THE TASK =
Below are entries; tally how many lines hold the string "lane" and answer with only that figure.

EXTRACTED INFORMATION =
BEGIN

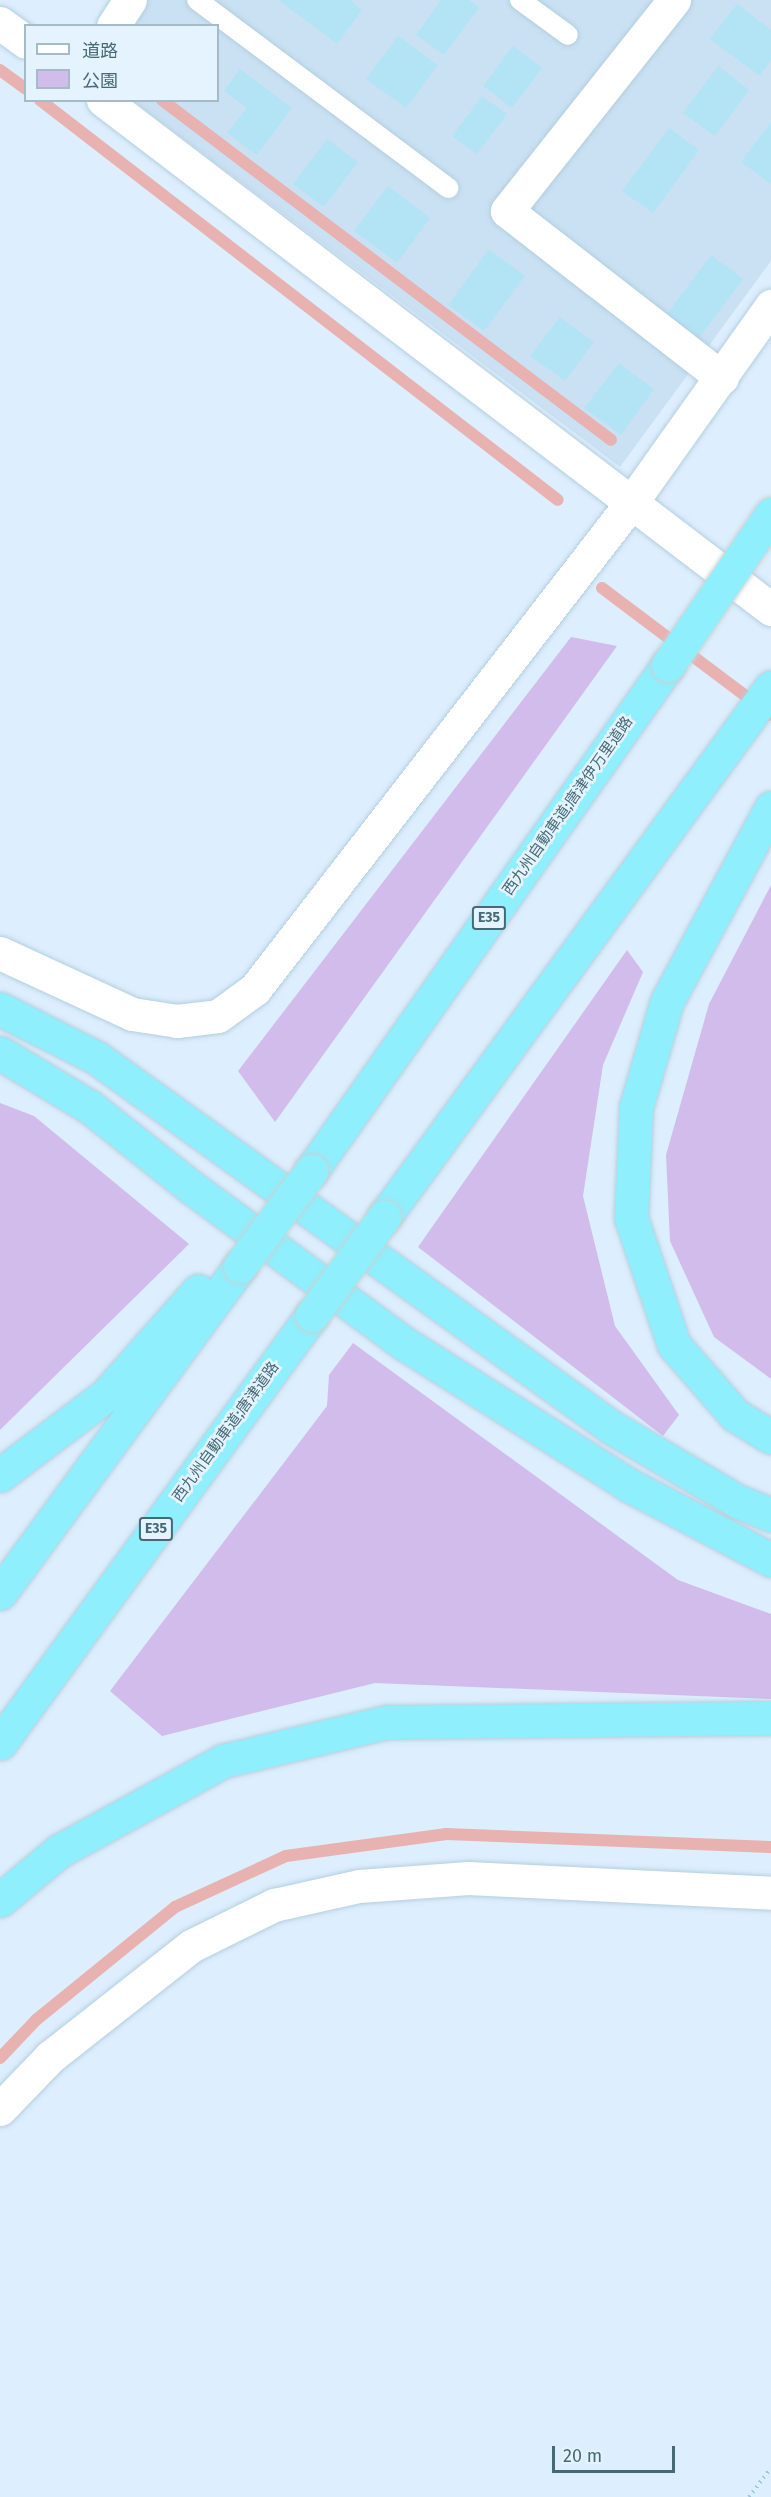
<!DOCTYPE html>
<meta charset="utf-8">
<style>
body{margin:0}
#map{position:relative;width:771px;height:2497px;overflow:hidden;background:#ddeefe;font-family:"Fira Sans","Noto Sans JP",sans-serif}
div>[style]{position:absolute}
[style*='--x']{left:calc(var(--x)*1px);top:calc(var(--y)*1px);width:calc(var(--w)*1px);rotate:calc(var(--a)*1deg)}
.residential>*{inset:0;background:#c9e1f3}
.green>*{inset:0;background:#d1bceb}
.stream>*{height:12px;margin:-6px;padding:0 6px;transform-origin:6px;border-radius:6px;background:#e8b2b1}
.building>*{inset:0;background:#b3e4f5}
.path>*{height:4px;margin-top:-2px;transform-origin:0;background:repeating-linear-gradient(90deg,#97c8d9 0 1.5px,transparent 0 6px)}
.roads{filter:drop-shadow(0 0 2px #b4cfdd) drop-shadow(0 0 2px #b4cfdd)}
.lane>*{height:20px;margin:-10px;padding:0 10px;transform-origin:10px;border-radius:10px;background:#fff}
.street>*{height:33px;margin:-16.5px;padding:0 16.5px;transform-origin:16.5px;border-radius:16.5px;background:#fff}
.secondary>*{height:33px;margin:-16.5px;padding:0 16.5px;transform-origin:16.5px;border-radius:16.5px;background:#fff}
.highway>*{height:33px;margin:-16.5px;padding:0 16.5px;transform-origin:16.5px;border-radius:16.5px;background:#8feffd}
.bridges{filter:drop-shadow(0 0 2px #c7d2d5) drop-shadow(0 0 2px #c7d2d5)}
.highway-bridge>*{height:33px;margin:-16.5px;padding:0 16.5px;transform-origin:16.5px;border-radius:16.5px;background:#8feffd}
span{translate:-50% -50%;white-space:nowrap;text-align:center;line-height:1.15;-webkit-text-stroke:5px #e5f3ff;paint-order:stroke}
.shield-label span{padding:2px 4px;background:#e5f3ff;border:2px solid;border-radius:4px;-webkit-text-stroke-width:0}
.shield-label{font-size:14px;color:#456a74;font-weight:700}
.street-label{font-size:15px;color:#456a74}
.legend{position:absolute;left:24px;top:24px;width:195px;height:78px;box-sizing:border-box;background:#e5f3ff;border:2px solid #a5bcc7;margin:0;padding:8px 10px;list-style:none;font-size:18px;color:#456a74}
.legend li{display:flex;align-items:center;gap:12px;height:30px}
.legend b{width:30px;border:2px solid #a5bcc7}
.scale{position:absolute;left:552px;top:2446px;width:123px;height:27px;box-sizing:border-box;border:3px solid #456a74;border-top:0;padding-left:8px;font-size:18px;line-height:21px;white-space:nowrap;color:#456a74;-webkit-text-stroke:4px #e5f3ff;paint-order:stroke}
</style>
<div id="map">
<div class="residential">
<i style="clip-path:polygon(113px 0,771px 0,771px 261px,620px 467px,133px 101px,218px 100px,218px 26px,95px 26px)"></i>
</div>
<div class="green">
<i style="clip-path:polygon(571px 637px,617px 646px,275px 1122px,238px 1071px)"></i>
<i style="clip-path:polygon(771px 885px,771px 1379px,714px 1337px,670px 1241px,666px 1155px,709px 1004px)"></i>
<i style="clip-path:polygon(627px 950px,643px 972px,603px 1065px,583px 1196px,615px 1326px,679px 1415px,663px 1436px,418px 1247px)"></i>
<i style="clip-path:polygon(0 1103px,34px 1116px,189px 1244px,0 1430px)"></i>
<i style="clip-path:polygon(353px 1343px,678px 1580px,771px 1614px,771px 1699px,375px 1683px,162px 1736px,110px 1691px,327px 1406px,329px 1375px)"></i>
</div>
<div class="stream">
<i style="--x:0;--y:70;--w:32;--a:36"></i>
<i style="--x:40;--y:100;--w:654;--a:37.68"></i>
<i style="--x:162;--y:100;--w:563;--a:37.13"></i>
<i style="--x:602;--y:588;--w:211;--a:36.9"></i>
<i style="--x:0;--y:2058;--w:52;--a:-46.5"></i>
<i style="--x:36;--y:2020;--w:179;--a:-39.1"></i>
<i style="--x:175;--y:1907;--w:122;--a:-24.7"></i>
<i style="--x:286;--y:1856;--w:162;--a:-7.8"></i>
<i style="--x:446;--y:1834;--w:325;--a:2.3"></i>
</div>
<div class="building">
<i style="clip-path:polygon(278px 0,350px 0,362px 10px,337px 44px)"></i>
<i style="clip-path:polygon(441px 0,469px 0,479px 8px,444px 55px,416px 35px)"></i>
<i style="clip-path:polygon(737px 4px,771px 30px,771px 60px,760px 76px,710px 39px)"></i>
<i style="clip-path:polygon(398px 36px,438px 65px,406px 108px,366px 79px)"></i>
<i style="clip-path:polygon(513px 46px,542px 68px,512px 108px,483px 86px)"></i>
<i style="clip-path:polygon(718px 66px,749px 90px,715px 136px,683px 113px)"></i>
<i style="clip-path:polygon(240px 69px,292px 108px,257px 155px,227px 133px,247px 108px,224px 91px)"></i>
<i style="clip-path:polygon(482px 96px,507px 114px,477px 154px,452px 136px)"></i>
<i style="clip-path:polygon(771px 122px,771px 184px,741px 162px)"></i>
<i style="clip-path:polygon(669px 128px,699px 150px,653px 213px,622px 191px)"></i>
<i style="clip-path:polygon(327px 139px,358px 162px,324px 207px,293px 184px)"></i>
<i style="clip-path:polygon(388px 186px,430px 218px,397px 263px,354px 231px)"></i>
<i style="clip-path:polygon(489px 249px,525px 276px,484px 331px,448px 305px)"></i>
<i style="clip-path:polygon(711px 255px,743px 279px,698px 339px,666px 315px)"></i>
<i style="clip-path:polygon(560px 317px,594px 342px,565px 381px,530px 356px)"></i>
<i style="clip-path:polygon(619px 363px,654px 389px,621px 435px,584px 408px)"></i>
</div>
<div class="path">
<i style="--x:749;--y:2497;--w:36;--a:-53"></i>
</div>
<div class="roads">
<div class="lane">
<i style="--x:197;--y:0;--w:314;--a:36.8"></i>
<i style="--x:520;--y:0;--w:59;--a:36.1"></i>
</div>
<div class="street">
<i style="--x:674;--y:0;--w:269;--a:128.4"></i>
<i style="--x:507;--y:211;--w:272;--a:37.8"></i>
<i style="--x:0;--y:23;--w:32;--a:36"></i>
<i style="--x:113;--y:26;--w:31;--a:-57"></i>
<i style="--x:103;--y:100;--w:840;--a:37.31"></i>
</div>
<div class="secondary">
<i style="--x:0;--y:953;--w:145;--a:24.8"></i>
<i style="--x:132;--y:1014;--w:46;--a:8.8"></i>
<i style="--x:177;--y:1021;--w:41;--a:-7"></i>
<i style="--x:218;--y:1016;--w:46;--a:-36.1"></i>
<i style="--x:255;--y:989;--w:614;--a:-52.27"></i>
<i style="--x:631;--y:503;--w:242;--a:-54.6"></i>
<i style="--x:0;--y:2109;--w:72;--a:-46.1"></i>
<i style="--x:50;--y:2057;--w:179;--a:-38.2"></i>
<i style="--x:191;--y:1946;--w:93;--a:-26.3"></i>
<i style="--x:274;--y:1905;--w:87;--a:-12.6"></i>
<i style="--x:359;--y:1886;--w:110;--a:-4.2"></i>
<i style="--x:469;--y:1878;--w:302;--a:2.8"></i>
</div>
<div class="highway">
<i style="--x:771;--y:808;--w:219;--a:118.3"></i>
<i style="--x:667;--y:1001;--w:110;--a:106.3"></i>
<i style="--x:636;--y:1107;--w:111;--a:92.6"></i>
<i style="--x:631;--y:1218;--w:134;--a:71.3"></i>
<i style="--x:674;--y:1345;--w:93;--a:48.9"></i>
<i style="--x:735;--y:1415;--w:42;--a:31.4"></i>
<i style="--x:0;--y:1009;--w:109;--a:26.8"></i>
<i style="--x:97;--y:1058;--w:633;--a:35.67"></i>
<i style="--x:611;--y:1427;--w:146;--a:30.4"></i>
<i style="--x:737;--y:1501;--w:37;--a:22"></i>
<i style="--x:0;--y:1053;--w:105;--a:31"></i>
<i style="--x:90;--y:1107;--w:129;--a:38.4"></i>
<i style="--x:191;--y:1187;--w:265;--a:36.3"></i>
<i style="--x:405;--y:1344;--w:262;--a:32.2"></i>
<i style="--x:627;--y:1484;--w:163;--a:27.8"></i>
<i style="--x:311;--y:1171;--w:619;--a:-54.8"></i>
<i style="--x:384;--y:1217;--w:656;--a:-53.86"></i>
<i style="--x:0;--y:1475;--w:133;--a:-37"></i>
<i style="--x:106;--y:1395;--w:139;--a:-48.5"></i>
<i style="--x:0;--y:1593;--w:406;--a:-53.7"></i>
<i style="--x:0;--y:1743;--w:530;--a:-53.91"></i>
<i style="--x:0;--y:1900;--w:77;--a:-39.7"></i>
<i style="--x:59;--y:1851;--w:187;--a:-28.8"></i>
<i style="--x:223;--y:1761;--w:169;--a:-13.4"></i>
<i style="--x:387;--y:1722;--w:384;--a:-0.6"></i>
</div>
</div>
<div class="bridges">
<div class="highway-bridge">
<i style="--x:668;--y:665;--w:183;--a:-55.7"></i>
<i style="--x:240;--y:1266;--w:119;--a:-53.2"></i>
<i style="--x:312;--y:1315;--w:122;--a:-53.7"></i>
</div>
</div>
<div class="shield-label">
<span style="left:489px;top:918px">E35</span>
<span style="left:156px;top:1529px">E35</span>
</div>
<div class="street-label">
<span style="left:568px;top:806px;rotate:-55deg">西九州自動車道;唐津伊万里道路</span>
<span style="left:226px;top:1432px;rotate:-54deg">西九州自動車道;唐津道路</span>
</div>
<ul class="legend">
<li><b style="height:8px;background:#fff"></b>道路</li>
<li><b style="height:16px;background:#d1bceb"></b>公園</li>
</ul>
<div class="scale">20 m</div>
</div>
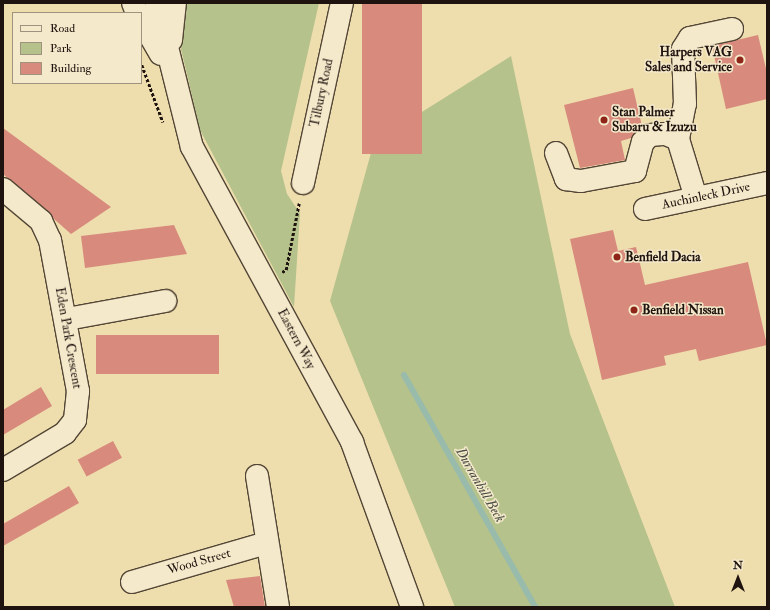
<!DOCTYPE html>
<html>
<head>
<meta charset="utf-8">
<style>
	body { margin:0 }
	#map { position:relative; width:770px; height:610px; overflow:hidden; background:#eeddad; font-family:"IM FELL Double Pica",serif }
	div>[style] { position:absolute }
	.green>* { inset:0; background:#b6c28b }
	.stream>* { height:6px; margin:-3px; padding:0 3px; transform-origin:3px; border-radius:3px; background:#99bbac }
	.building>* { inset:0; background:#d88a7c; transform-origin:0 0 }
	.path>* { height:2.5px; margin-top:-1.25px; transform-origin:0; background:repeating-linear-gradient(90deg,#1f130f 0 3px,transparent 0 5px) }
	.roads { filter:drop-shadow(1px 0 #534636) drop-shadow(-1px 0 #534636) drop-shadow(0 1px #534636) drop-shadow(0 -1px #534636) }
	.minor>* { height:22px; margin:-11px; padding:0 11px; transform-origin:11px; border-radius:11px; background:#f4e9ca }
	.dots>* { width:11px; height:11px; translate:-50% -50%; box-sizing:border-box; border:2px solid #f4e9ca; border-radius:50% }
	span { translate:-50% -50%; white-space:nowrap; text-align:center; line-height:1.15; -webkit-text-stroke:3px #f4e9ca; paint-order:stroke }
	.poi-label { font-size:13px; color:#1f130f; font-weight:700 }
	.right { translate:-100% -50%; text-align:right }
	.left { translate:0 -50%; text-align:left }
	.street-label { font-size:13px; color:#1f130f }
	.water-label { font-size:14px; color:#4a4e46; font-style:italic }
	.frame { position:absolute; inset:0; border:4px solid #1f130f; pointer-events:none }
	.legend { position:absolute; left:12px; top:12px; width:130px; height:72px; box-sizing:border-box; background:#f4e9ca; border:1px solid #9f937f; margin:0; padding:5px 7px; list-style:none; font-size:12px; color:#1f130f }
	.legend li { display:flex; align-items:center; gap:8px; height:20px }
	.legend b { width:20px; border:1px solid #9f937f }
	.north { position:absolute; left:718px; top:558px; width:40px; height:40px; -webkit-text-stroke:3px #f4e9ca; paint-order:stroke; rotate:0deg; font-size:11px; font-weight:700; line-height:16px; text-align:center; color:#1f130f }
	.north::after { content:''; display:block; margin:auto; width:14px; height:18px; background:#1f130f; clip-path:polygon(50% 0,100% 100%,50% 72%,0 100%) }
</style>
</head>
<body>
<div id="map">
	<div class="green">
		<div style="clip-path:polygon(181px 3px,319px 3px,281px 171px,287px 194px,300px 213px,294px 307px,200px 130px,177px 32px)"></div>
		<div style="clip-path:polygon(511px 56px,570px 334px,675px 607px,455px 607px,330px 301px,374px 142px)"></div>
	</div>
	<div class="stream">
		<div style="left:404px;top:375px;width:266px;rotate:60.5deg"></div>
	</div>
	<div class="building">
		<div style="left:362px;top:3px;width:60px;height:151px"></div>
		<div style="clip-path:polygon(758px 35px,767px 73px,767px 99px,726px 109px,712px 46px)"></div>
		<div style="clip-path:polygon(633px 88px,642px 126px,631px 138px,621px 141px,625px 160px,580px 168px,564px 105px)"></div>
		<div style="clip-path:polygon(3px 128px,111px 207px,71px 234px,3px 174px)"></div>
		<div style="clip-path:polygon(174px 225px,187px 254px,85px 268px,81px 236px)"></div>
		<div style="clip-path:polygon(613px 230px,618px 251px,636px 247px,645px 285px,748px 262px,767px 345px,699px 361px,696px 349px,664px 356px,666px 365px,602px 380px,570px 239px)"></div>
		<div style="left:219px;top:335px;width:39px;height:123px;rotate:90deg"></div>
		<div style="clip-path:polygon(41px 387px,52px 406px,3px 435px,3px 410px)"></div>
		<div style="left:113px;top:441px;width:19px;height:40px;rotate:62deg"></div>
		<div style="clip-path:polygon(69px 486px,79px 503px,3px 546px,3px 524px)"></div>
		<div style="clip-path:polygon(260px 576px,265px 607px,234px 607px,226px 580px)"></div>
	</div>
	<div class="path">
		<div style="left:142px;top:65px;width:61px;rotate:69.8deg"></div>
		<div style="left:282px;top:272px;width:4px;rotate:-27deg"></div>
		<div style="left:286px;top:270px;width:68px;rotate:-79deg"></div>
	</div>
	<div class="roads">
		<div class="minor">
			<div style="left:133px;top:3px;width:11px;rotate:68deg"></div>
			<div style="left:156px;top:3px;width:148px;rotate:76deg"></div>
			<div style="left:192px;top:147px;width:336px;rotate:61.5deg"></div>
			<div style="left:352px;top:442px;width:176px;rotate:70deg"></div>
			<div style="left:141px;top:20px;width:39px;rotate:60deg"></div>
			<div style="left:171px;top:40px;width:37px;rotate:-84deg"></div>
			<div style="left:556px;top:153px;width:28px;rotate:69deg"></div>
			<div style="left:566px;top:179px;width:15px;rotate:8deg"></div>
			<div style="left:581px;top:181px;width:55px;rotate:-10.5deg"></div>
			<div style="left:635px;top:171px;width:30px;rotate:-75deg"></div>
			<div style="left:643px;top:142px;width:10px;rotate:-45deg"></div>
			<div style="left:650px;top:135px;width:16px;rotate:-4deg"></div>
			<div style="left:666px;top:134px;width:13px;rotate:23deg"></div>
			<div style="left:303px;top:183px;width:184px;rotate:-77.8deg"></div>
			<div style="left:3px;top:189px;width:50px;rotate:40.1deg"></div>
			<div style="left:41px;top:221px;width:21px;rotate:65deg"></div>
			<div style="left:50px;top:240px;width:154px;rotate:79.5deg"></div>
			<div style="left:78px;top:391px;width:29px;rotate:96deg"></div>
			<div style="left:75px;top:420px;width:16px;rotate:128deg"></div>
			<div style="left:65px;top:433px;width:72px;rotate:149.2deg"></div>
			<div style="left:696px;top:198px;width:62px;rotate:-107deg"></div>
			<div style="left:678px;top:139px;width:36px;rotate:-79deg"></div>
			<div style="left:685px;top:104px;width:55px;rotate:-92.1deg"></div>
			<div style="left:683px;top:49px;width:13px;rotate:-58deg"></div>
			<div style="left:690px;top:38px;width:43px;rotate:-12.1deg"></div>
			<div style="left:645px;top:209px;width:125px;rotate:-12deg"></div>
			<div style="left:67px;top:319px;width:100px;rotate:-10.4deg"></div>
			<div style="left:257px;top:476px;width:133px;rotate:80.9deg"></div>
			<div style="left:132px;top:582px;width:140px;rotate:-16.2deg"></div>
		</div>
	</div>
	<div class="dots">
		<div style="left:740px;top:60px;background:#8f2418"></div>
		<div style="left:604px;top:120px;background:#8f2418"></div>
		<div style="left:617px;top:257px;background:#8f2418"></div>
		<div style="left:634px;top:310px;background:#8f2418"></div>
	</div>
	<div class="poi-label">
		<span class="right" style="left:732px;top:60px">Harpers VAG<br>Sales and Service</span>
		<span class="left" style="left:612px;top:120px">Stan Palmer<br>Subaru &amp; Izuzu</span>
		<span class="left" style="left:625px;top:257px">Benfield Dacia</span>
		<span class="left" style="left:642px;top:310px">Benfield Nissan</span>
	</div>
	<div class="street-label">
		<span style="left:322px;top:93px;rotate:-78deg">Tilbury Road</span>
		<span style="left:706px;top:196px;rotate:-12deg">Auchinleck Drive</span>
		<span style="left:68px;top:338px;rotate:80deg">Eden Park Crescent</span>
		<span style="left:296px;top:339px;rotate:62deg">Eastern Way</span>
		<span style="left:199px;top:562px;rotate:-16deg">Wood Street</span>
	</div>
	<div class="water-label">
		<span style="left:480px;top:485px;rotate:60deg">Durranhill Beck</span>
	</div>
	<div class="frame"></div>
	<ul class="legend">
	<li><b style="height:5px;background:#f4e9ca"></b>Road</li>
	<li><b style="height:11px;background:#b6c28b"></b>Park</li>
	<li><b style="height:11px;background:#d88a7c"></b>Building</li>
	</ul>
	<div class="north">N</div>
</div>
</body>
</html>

END

WRITTEN REPLY =
2